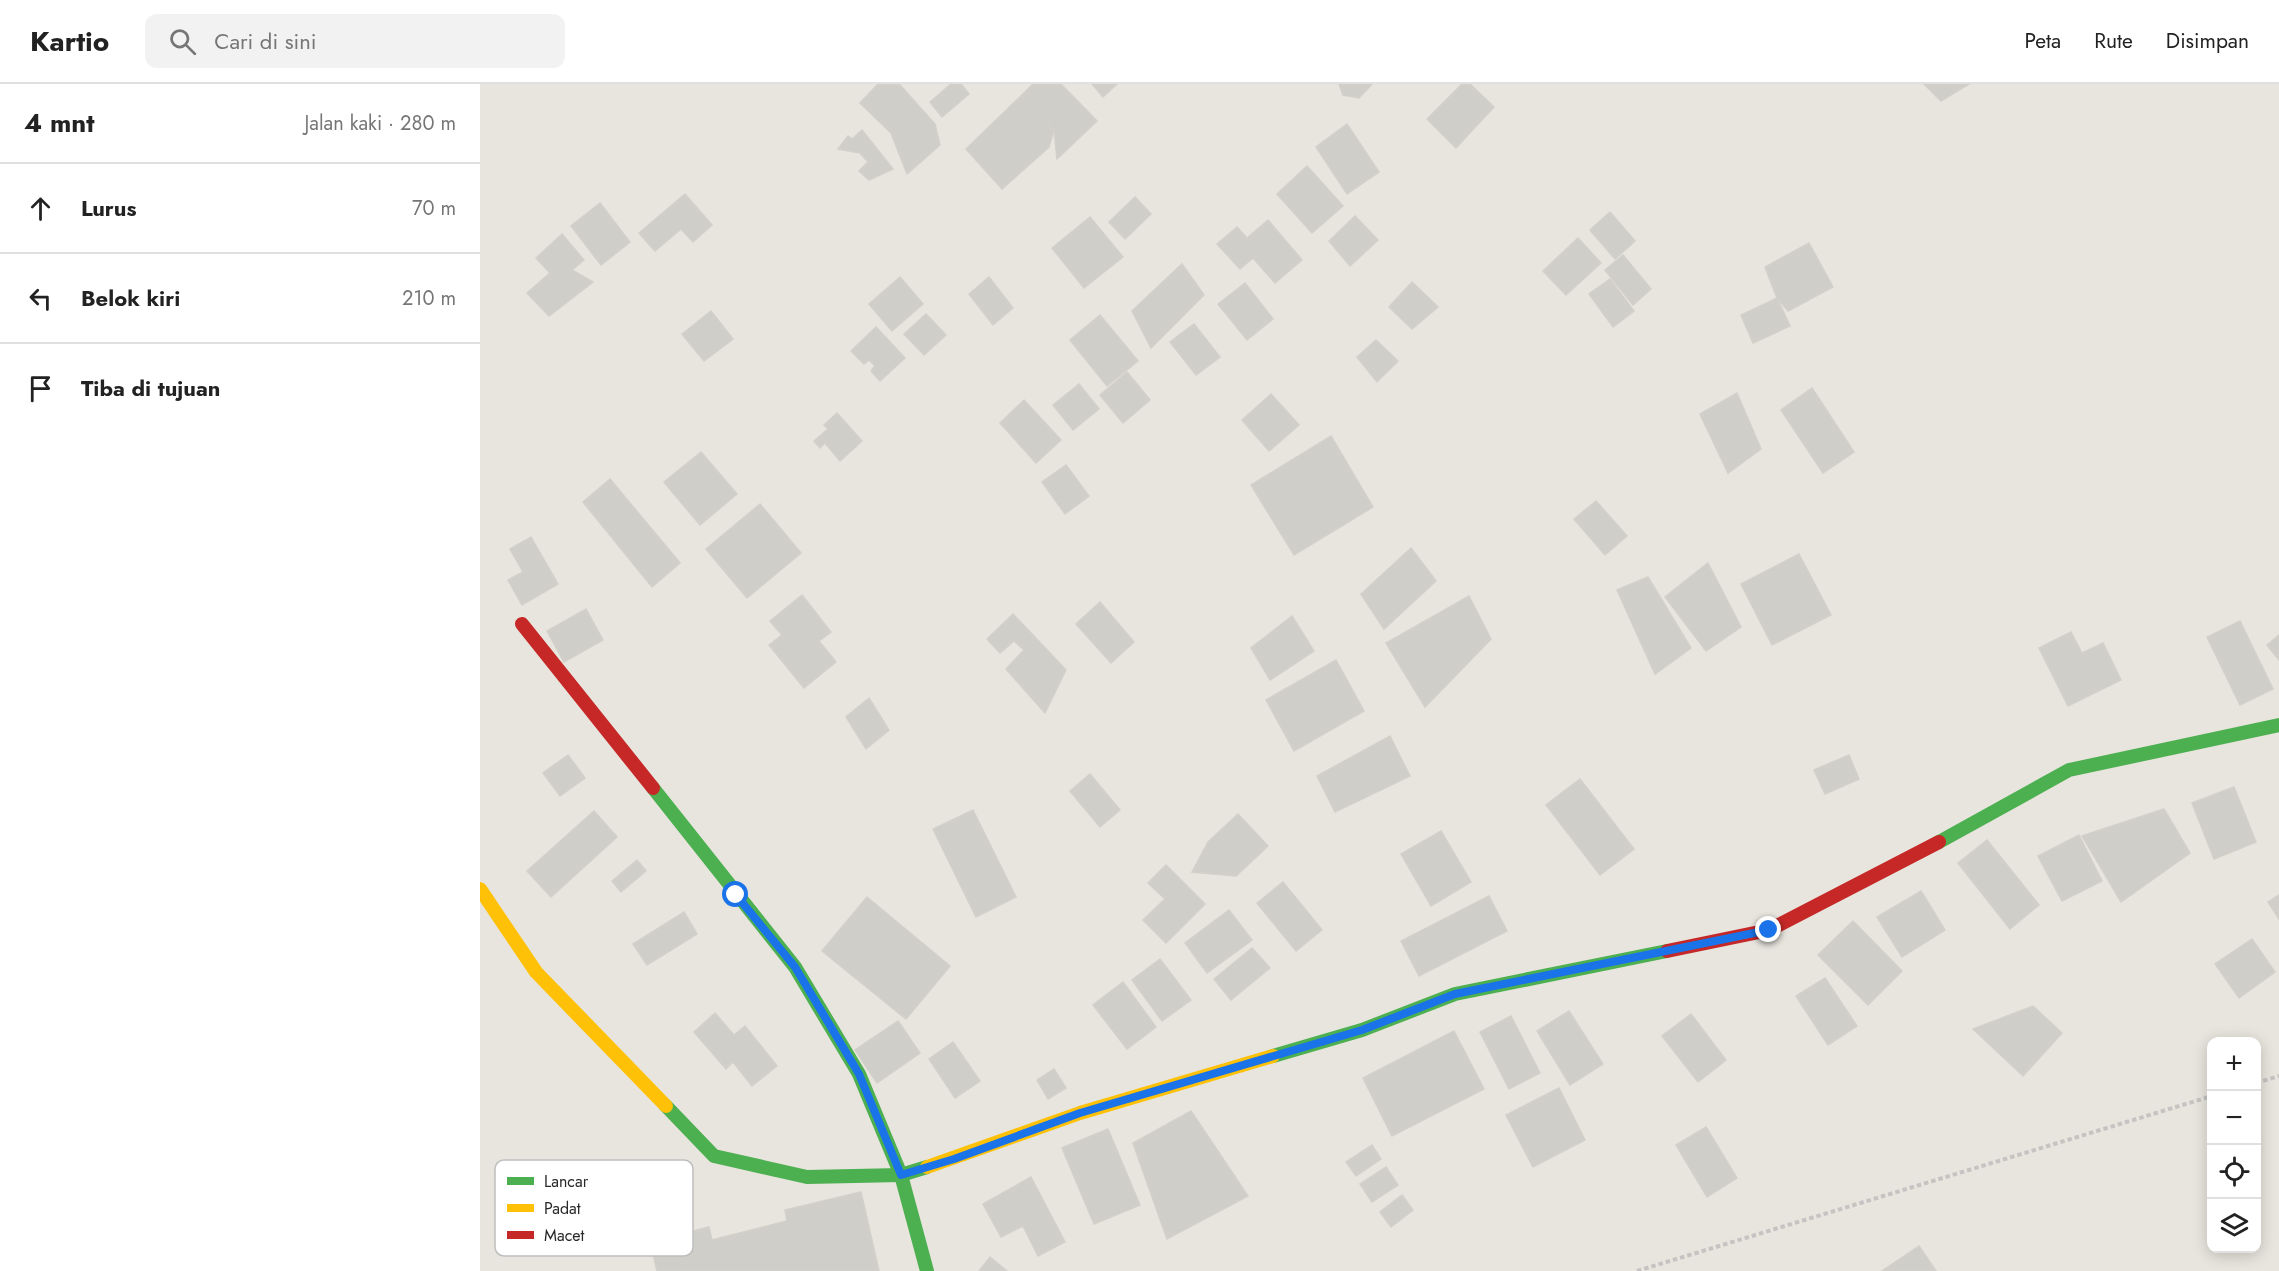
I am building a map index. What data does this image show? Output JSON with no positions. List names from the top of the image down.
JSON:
{
  "legend": ["Lancar", "Padat", "Macet"],
  "page": {
    "header": "Kartio",
    "search": "Cari di sini",
    "nav": ["Peta", "Rute", "Disimpan"],
    "heading": ["4 mnt", "Jalan kaki · 280 m"],
    "list": [
      ["Lurus", "70 m"],
      ["Belok kiri", "210 m"],
      "Tiba di tujuan"
    ],
    "map_buttons": ["+", "−"]
  }
}
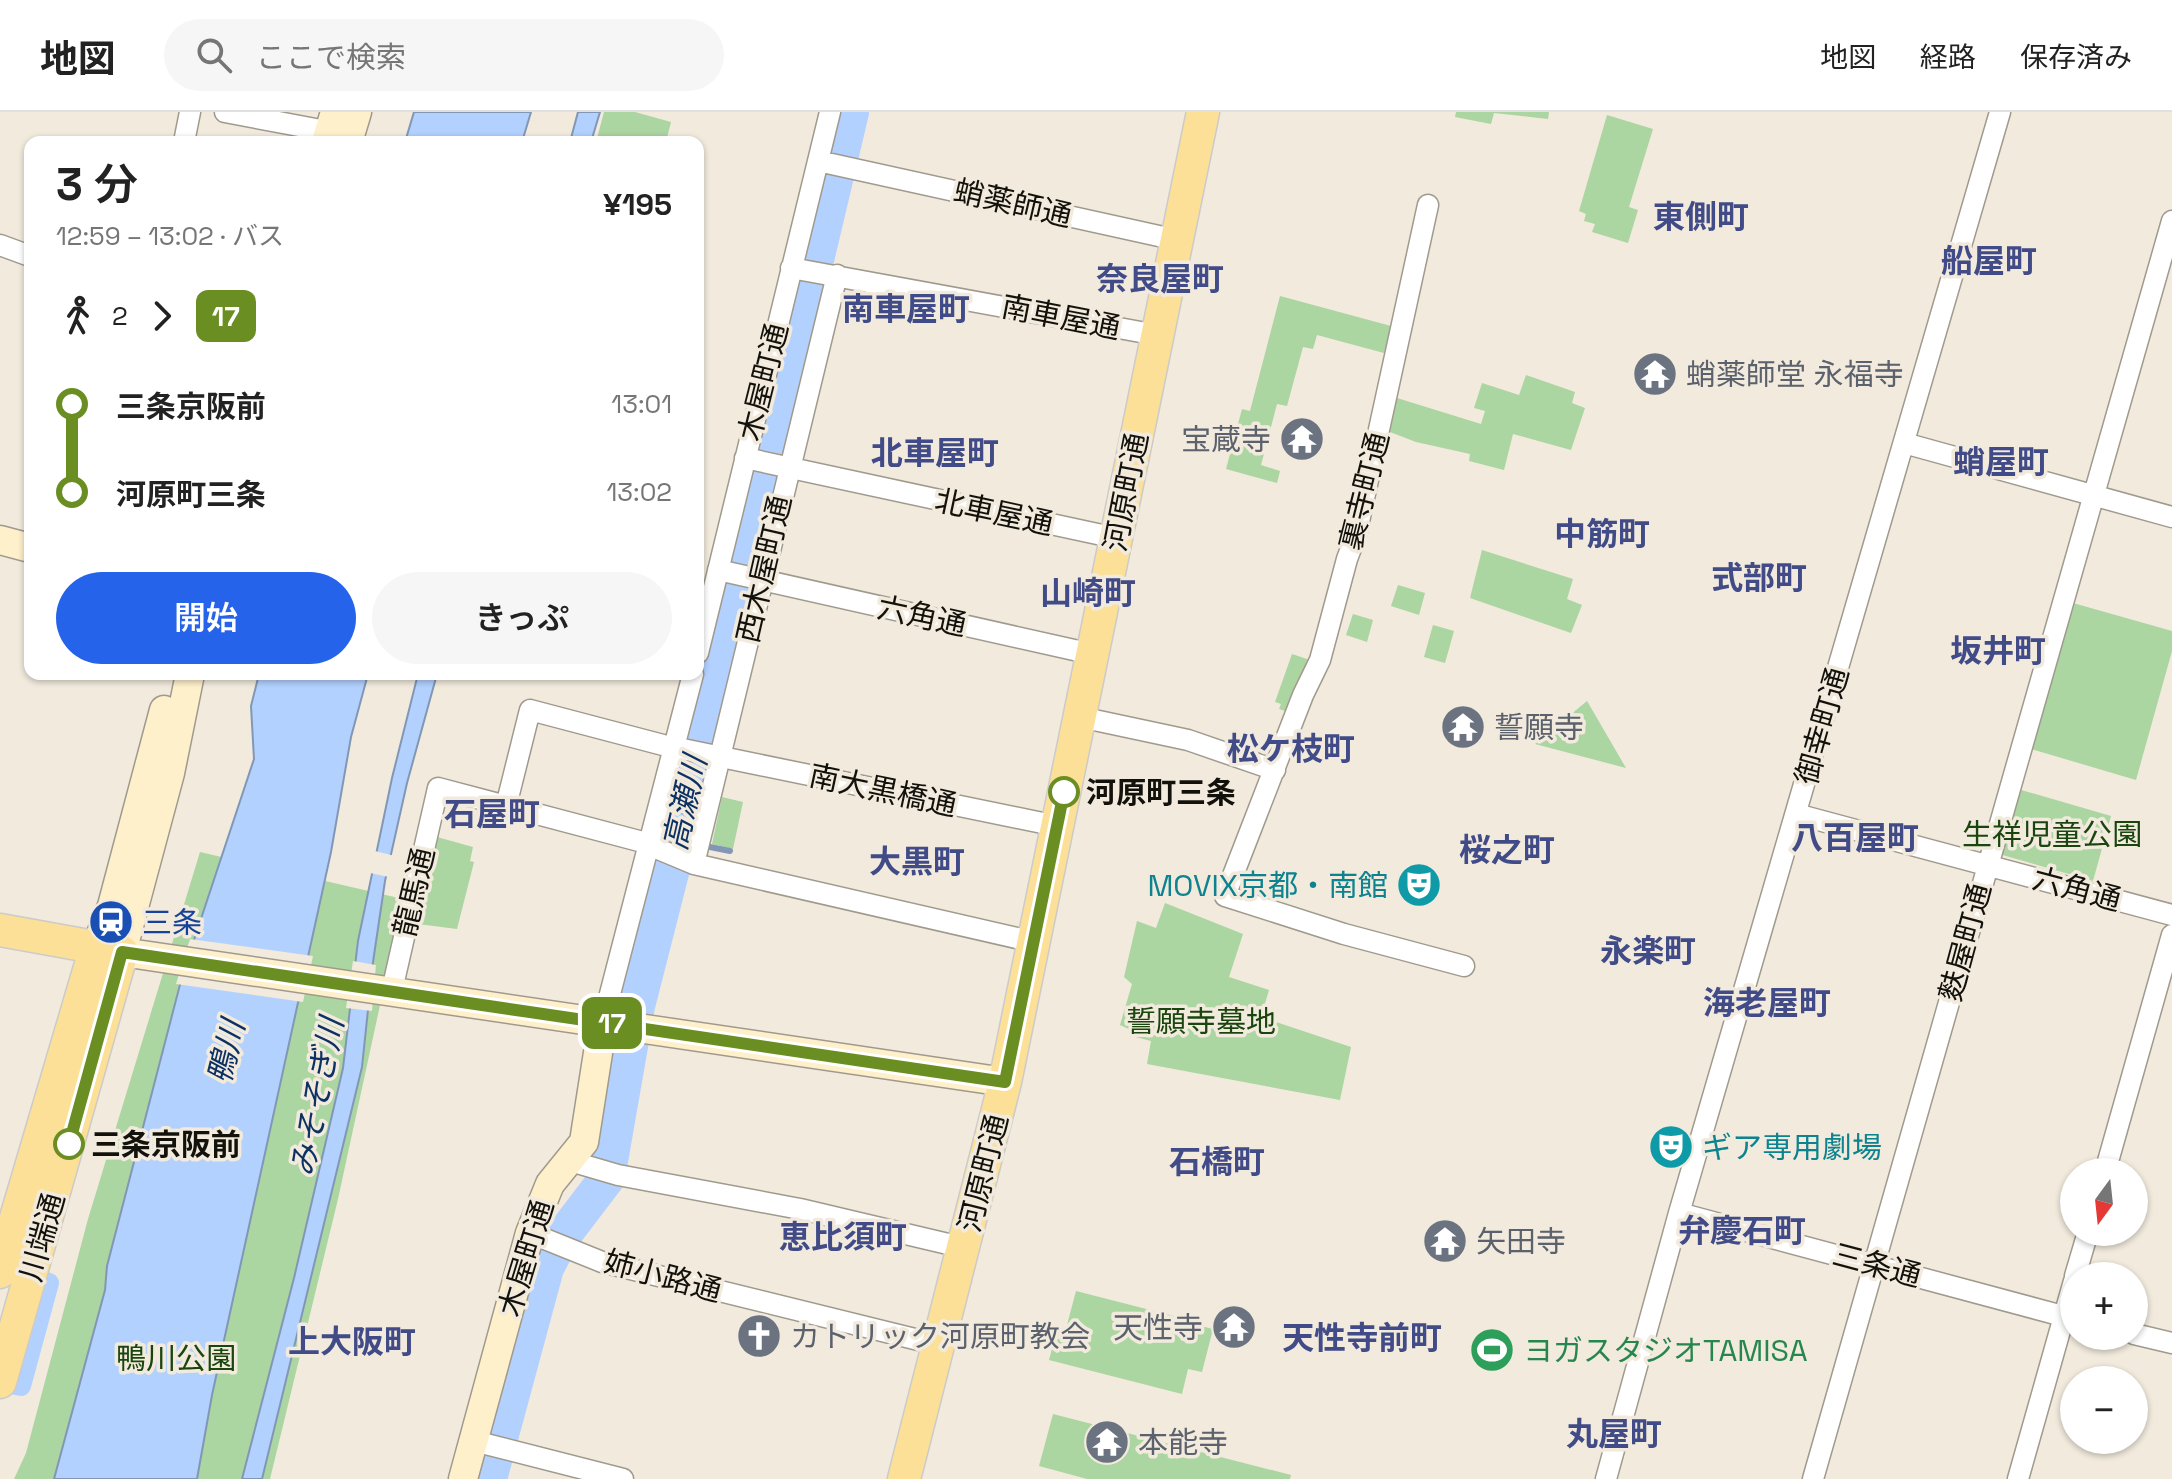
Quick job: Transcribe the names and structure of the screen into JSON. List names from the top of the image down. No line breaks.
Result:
{"streets":{"main road":["河原町通","川端通"],"street":["蛸薬師通","南車屋通","木屋町通","裏寺町通","北車屋通","西木屋町通","六角通","御幸町通","南大黒橋通","龍馬通","麩屋町通","三条通","姉小路通"]},"crossings":[["蛸薬師通","木屋町通"],["蛸薬師通","河原町通"],["南車屋通","木屋町通"],["南車屋通","河原町通"],["南車屋通","西木屋町通"],["木屋町通","北車屋通"],["木屋町通","西木屋町通"],["木屋町通","六角通"],["木屋町通","南大黒橋通"],["木屋町通","龍馬通"],["木屋町通","姉小路通"],["河原町通","北車屋通"],["河原町通","六角通"],["河原町通","南大黒橋通"],["河原町通","姉小路通"],["北車屋通","西木屋町通"],["西木屋町通","六角通"],["西木屋町通","南大黒橋通"],["西木屋町通","龍馬通"],["六角通","御幸町通"],["六角通","麩屋町通"],["御幸町通","三条通"],["南大黒橋通","龍馬通"],["麩屋町通","三条通"]],"districts":["東側町","船屋町","奈良屋町","南車屋町","北車屋町","蛸屋町","中筋町","式部町","山崎町","坂井町","松ケ枝町","石屋町","八百屋町","桜之町","大黒町","永楽町","海老屋町","石橋町","弁慶石町","恵比須町","天性寺前町","上大阪町","丸屋町"],"water":["高瀬川","鴨川","みそそぎ川"],"parks":["生祥児童公園","誓願寺墓地","鴨川公園"],"places":{"temple":["蛸薬師堂 永福寺","宝蔵寺","誓願寺","矢田寺","天性寺","本能寺"],"other":["河原町三条","三条京阪前"],"theatre":["MOVIX京都・南館","ギア専用劇場"],"station":["三条"],"church":["カトリック河原町教会"],"sports":["ヨガスタジオTAMISA"]},"lines":["bus line 17"],"north":"bottom","page":{"header":"地図","search":"ここで検索","nav":["地図","経路","保存済み"],"on_map":"17","heading":["3 分","12:59 – 13:02 · バス","¥195"],"legs":["2","17"],"list":[{"name":"三条京阪前","value":"13:01"},{"name":"河原町三条","value":"13:02"}],"buttons":["開始","きっぷ"],"map_buttons":["+","−"]}}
★ ★ ★ ★
→ Task item
Your copy should hold all the data word for word. It should hold no pictures.

→ Written response
I am building a map index. What data does this image show? Output JSON with no positions. List names from the top of the image down.
JSON:
{
  "legend": ["Lancar", "Padat", "Macet"],
  "page": {
    "header": "Kartio",
    "search": "Cari di sini",
    "nav": ["Peta", "Rute", "Disimpan"],
    "heading": ["4 mnt", "Jalan kaki · 280 m"],
    "list": [
      ["Lurus", "70 m"],
      ["Belok kiri", "210 m"],
      "Tiba di tujuan"
    ],
    "map_buttons": ["+", "−"]
  }
}
Quick job: Transcribe the names and structure of the screen into JSON. List names from the top of the image down. No line breaks.
Result:
{"streets":{"main road":["河原町通","川端通"],"street":["蛸薬師通","南車屋通","木屋町通","裏寺町通","北車屋通","西木屋町通","六角通","御幸町通","南大黒橋通","龍馬通","麩屋町通","三条通","姉小路通"]},"crossings":[["蛸薬師通","木屋町通"],["蛸薬師通","河原町通"],["南車屋通","木屋町通"],["南車屋通","河原町通"],["南車屋通","西木屋町通"],["木屋町通","北車屋通"],["木屋町通","西木屋町通"],["木屋町通","六角通"],["木屋町通","南大黒橋通"],["木屋町通","龍馬通"],["木屋町通","姉小路通"],["河原町通","北車屋通"],["河原町通","六角通"],["河原町通","南大黒橋通"],["河原町通","姉小路通"],["北車屋通","西木屋町通"],["西木屋町通","六角通"],["西木屋町通","南大黒橋通"],["西木屋町通","龍馬通"],["六角通","御幸町通"],["六角通","麩屋町通"],["御幸町通","三条通"],["南大黒橋通","龍馬通"],["麩屋町通","三条通"]],"districts":["東側町","船屋町","奈良屋町","南車屋町","北車屋町","蛸屋町","中筋町","式部町","山崎町","坂井町","松ケ枝町","石屋町","八百屋町","桜之町","大黒町","永楽町","海老屋町","石橋町","弁慶石町","恵比須町","天性寺前町","上大阪町","丸屋町"],"water":["高瀬川","鴨川","みそそぎ川"],"parks":["生祥児童公園","誓願寺墓地","鴨川公園"],"places":{"temple":["蛸薬師堂 永福寺","宝蔵寺","誓願寺","矢田寺","天性寺","本能寺"],"other":["河原町三条","三条京阪前"],"theatre":["MOVIX京都・南館","ギア専用劇場"],"station":["三条"],"church":["カトリック河原町教会"],"sports":["ヨガスタジオTAMISA"]},"lines":["bus line 17"],"north":"bottom","page":{"header":"地図","search":"ここで検索","nav":["地図","経路","保存済み"],"on_map":"17","heading":["3 分","12:59 – 13:02 · バス","¥195"],"legs":["2","17"],"list":[{"name":"三条京阪前","value":"13:01"},{"name":"河原町三条","value":"13:02"}],"buttons":["開始","きっぷ"],"map_buttons":["+","−"]}}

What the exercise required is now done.